(sent only to python-dev, as I am not a subscriber of tahoe-dev)
[Tahoe] currently uses utf-8 for its internal storage (note: nothing to do with reading or writing files from external sources -- only for storing filenames in the decentralized storage system which is accessed by Tahoe clients), and we can't start putting non-utf-8-valid sequences in the "filename" slot because other Tahoe clients would then get a UnicodeDecodeError exception when trying to read those directories.
So what do you do when someone has an existing file whose name is supposed to be in utf-8, but whose actual bytes are not valid utf-8?
If you have somehow solved that problem, then you're already done -- the PEP's encoding is a no-op on anything that isn't already invalid unicode.
If you have not solved that problem, then those clients will already be getting a UnicodeDecodeError; all the PEP does is make it at least possible for them to recover.
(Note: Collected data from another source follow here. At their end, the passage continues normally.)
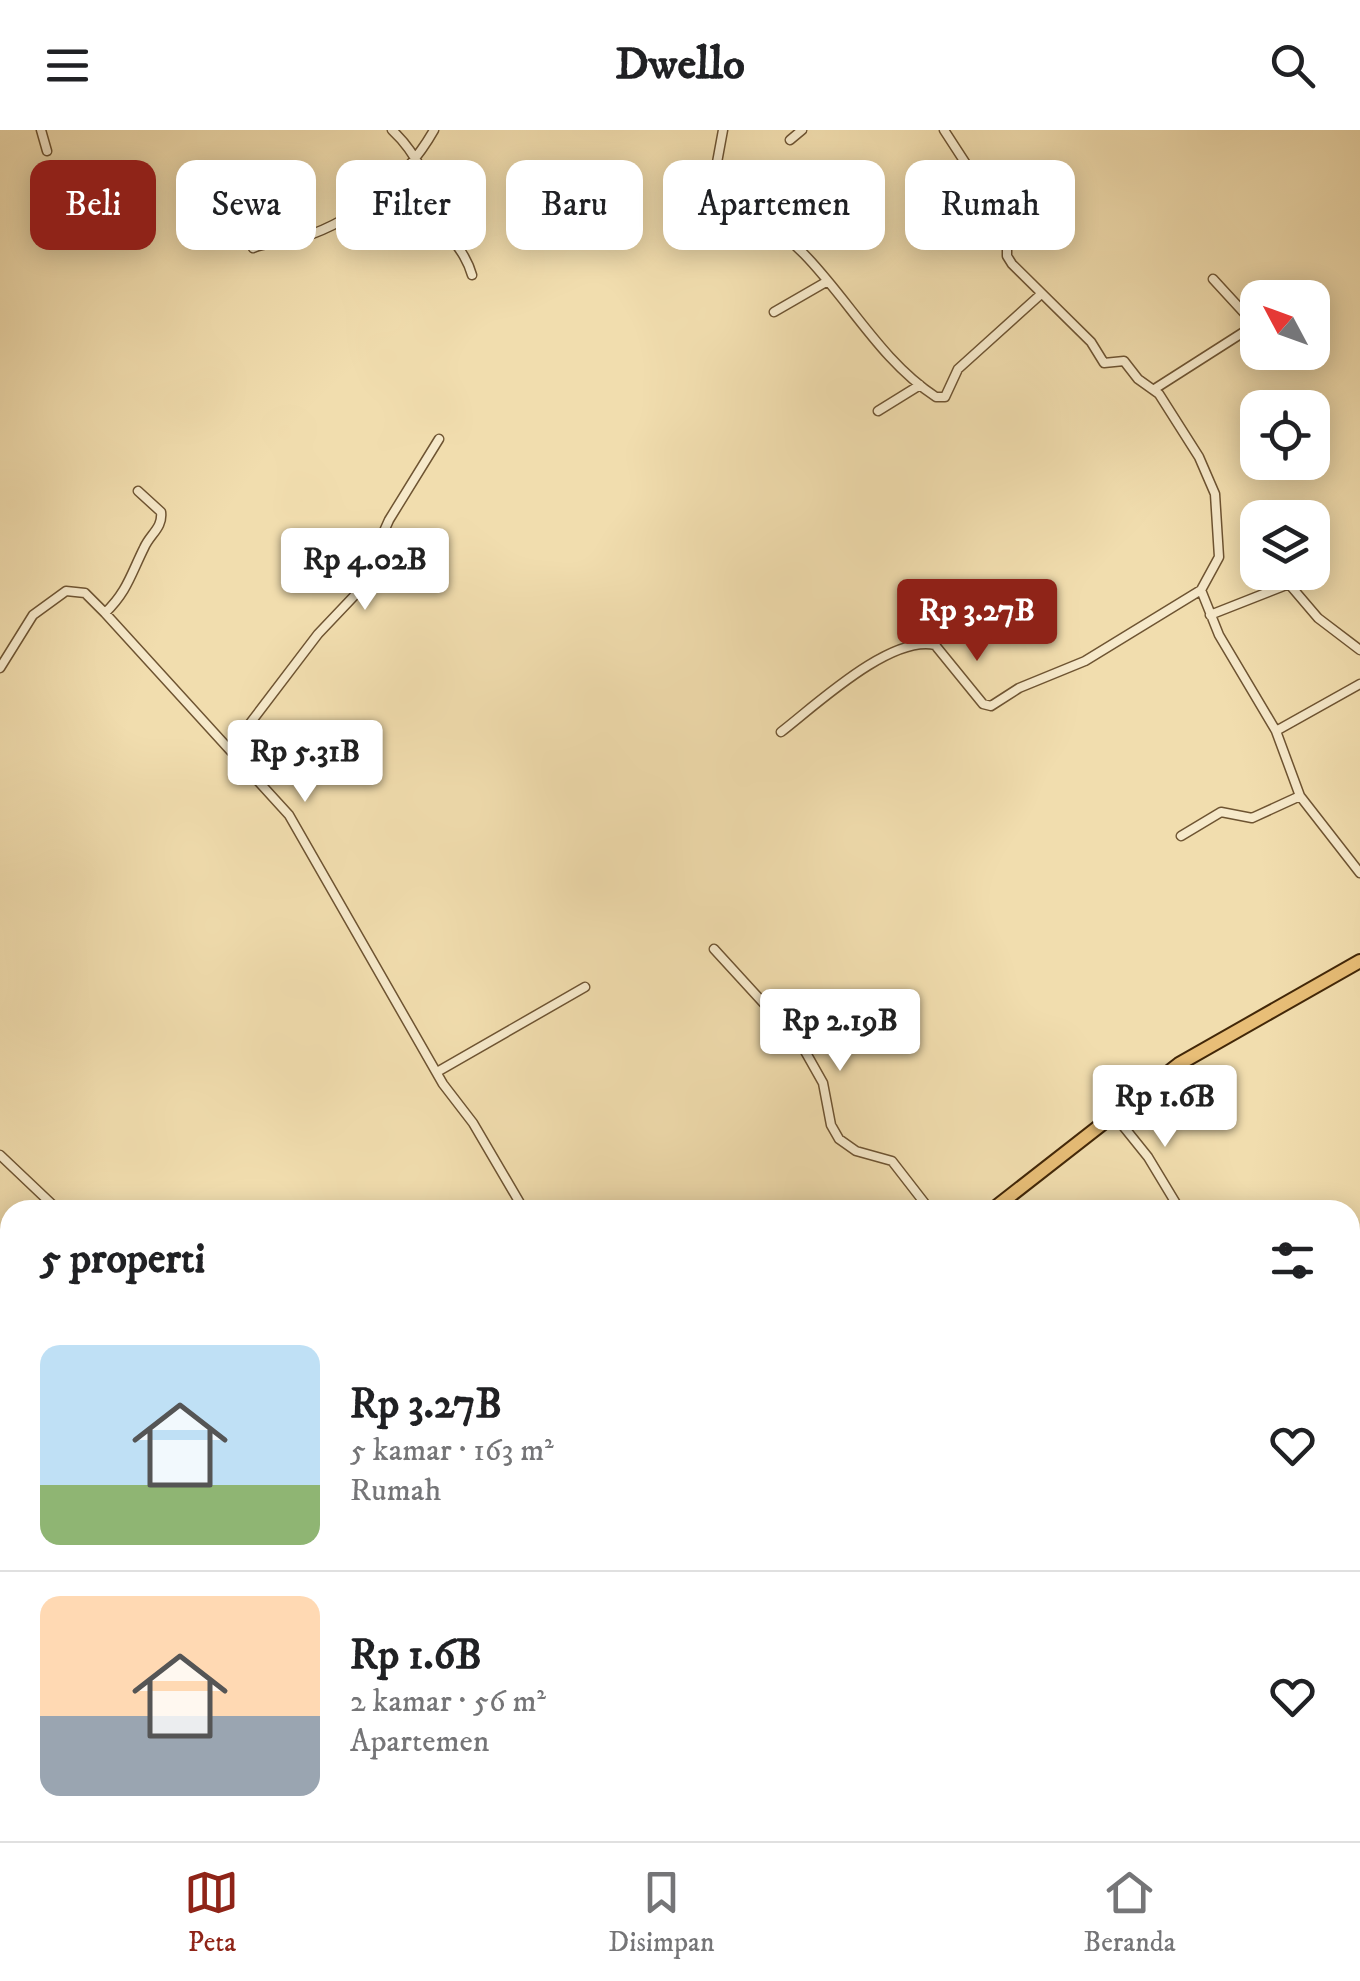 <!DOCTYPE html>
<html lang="id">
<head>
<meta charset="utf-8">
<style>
	:root { --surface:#fff; --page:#f2f2f2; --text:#202124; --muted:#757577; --line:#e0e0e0; --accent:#8f2418 }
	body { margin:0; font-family:"IM FELL DW Pica",serif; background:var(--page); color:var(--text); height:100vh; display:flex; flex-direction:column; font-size:38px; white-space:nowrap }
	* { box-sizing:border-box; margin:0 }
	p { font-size:32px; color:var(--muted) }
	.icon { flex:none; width:55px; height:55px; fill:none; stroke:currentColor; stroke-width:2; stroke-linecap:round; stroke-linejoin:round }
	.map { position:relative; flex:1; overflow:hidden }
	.panel { position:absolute; left:0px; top:1070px; width:1360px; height:642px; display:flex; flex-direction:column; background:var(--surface); border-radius:30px 30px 0 0; box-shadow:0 5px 25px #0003 }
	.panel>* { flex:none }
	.banner { position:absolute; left:30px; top:30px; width:1300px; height:90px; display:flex; gap:20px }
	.needle { width:65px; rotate:311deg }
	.buttons { position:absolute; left:1240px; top:150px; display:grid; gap:20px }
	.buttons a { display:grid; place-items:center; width:90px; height:90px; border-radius:20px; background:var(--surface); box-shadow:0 5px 25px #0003; font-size:50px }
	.price { position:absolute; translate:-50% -85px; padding:0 22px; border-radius:10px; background:#fff; color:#222; font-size:32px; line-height:65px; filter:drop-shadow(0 2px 5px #0008) }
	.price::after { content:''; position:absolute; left:50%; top:60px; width:30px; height:22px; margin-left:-15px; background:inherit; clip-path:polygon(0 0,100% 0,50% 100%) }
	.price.current { background:var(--accent); color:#fff }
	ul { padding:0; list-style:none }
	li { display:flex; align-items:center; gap:30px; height:250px; padding:0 40px }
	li+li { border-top:2px solid var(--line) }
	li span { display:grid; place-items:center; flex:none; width:280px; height:200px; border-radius:20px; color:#555 }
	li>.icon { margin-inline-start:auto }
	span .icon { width:120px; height:120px; fill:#fffc; stroke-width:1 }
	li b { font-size:42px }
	h2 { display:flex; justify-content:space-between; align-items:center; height:120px; padding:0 40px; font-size:42px }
	.tag { padding:0 35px; border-radius:20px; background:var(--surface); box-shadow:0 5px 25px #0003; font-size:35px; line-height:90px }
	.tag.current { background:var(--accent); color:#fff }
	header { display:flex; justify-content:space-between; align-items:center; height:130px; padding:0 40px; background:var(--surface); font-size:45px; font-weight:700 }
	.tab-bar { display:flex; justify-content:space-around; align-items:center; height:140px; border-top:2px solid var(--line); background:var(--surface); font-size:28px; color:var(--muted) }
	.tab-bar a { display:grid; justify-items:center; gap:5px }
	.tab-bar .current { color:var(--accent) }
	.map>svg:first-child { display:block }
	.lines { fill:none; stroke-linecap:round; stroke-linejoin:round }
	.minor-casing { stroke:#6e5432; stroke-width:11 }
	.tertiary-casing { stroke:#6e5432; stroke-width:14 }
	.primary-casing { stroke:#422708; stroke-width:16 }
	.minor { stroke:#f6e9ca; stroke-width:8 }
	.tertiary { stroke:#f6e9ca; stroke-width:10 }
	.primary { stroke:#e8be77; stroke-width:12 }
</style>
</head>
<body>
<header><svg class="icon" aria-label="menu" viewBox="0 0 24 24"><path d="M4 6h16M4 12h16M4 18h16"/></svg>Dwello<svg class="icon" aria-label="search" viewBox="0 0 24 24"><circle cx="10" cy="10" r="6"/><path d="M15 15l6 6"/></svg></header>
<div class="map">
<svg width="1360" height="1711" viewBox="0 0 1360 1711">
	<rect width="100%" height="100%" fill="#f1ddae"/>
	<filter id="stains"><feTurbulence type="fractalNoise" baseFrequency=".002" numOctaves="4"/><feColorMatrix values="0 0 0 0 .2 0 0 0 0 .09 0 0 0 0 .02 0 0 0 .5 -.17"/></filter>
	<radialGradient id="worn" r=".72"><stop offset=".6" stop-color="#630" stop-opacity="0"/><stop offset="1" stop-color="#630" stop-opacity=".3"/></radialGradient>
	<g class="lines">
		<defs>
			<path id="minor" d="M41 0 47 21
				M392 0C419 25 430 56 441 90 448 108 465 120 472 145
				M723 0 716 38C737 78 774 93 804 124 849 170 881 231 936 267H945L958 239 1040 165
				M944 0 1007 97V126L1012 134 1091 212 1104 233 1124 231 1138 249 1159 264 1199 327 1215 364 1219 427 1201 460 1219 505 1276 601 1300 666 1360 743
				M790 10 802 0
				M253 118C266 112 277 114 290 111 349 96 404 53 434 0
				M774 182 826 152
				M1156 258 1250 198 1247 186 1213 149
				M878 281 920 255
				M105 483C127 462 131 444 144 418 150 404 163 398 161 382L138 361
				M1210 485 1289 454 1318 488 1360 520
				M0 538 33 485 66 461 85 463 105 483 289 685 443 954 473 993 524 1080
				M1276 601 1360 554
				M781 602C816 575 890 505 935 515L983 574 991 576 1019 558 1085 531 1201 460
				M234 624 248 596 318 504 356 464 389 390 439 309
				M1181 706 1221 682 1252 688 1300 666
				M714 819 801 914 823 953 831 995 839 1009 856 1021 892 1031 930 1080
				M437 942 585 857
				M1115 986 1148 1027 1180 1080
				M0 1025 58 1080
				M1350 1254 1360 1267
				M0 1370 10 1359
				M0 1478 10 1477
				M0 1640 10 1657
				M45 1702 48 1711
				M197 1702 200 1711
				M867 1702 873 1711
				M974 1702 984 1711
				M427 1711 435 1702
				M623 1711 624 1702
				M942 1711 956 1702"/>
			<path id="tertiary" d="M580 1702 586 1711"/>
			<path id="primary" d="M992 1080 1179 934 1360 831
				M0 1567 10 1563"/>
		</defs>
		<use href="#minor" class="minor-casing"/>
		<use href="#tertiary" class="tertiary-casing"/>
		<use href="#primary" class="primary-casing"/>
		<use href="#minor" class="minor"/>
		<use href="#tertiary" class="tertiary"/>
		<use href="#primary" class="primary"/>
	</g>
	<rect width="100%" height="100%" filter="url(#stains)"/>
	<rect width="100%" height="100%" fill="url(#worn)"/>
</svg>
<div class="buttons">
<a><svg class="needle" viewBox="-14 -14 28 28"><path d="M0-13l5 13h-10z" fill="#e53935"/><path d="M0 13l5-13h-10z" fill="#757577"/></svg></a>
<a><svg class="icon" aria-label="locate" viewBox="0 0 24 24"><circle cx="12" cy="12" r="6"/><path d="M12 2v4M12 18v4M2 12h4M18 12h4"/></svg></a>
<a><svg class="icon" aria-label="layers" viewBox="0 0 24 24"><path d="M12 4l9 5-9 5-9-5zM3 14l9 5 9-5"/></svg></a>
</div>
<b class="price" style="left:365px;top:483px">Rp 4.02B</b>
<b class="price current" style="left:977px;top:534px">Rp 3.27B</b>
<b class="price" style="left:305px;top:675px">Rp 5.31B</b>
<b class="price" style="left:840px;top:944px">Rp 2.19B</b>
<b class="price" style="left:1165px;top:1020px">Rp 1.6B</b>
<div class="banner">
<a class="tag current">Beli</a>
<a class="tag">Sewa</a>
<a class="tag">Filter</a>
<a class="tag">Baru</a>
<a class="tag">Apartemen</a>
<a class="tag">Rumah</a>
</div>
<section class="panel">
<h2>5 properti<svg class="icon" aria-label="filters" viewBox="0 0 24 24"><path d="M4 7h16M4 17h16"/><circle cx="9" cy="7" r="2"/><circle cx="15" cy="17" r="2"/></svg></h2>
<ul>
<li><span style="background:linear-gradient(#bfe0f5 70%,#8fb573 0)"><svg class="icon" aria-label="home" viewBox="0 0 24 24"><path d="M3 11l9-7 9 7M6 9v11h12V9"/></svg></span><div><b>Rp 3.27B</b><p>5 kamar · 163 m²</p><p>Rumah</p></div><svg class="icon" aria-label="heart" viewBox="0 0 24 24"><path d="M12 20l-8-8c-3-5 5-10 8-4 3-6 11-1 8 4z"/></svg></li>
<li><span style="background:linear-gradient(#ffd9b3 60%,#9aa5b1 0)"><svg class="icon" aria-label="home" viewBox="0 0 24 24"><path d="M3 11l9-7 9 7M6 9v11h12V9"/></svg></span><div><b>Rp 1.6B</b><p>2 kamar · 56 m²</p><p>Apartemen</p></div><svg class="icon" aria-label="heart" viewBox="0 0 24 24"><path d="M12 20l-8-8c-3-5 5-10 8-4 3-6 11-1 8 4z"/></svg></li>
</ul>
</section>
</div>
<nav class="tab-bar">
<a class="current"><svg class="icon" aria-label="map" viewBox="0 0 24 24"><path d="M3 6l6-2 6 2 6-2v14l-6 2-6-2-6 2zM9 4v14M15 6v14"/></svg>Peta</a>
<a><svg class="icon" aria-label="saved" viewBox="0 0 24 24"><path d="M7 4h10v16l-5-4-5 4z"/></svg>Disimpan</a>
<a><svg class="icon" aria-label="home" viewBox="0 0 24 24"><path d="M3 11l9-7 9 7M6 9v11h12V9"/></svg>Beranda</a>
</nav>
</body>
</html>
Requirement 1 (unicode): Each filename that you see needs to be valid unicode (it is stored internally in utf-8).
(repeating) What does Tahoe do if this is violated? Do you throw an exception right there and not let them copy the file to tahoe? If so, then that same error correction means that utf8b will never differ from utf-8, and you have nothing to worry about.
Requirement 2 (faithful if unicode):
Doesn't the PEP meet this?
Requirement 3 (no file left behind):
Doesn't the PEP also meet this? I thought the concern was just that the name used would not be valid unicode, unless the original name was itself valid unicode.
Possible Requirement 4 (faithful bytes if not unicode, a.k.a. "round-tripping"):
Doesn't the PEP also support this? (Only) the invalid bytes get escaped and therefore must be unescaped, but the escapement is reversible.
- (handling collisions) In either case 2.a or 2.b the resulting
unicode string may already be present in the directory.
This collision is what the use of half-surrogates (as the escape characters) avoids. Such collisions can't be present unless the data was invalid unicode, in which case it was the result of an escapement (unless something other than python is creating new invalid filenames).